Posted on January 19, 2021 • Categories: Band News • Written by manager • View all posts by: manager

HEARTFEEDER plus 7 – From Hollywood to Howwood.

 

I remember after a sound check on one of the tours we did with Genesis, congratulating Mike Rutherford on their first ever Melody Maker front page, a head and shoulders shot of Peter Gabriel in a flower shaped headdress, not unlike the ones worn these days by Welsh Rugby fans.

He sniffed. ‘It should have happened years ago.’

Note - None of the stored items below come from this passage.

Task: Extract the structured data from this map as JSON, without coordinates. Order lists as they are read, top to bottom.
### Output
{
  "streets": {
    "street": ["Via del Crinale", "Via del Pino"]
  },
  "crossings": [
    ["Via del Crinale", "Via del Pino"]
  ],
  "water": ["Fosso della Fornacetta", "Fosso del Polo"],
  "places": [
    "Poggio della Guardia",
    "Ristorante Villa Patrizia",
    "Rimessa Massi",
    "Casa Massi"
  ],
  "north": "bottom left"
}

While the Charterhouse boys were touring America, you’ll recall that in the mid 80’s I had put my car on the road as a taxi to subsidise the recording studio, and due to a strange succession of events which I will not go into, had ended up as a partner in the taxi company, legally known as a private hire radio system.  At one point, I actually found myself sitting round a table with a dozen strangers in a Government building in Edinburgh called New St Andrew’s House, helping to shape the model conditions for the upcoming piece of legislation that would license all drivers using such systems. Such are the vagaries of a life being made up as it goes along. But philosophising aside, this unexpected tide of events swept me mercilessly down a dark underground tributary from which it took over a decade to escape and even when I sold out my share in the company, I would still be forced to continue to taxi part time until I could get my life onto some more meaningful path.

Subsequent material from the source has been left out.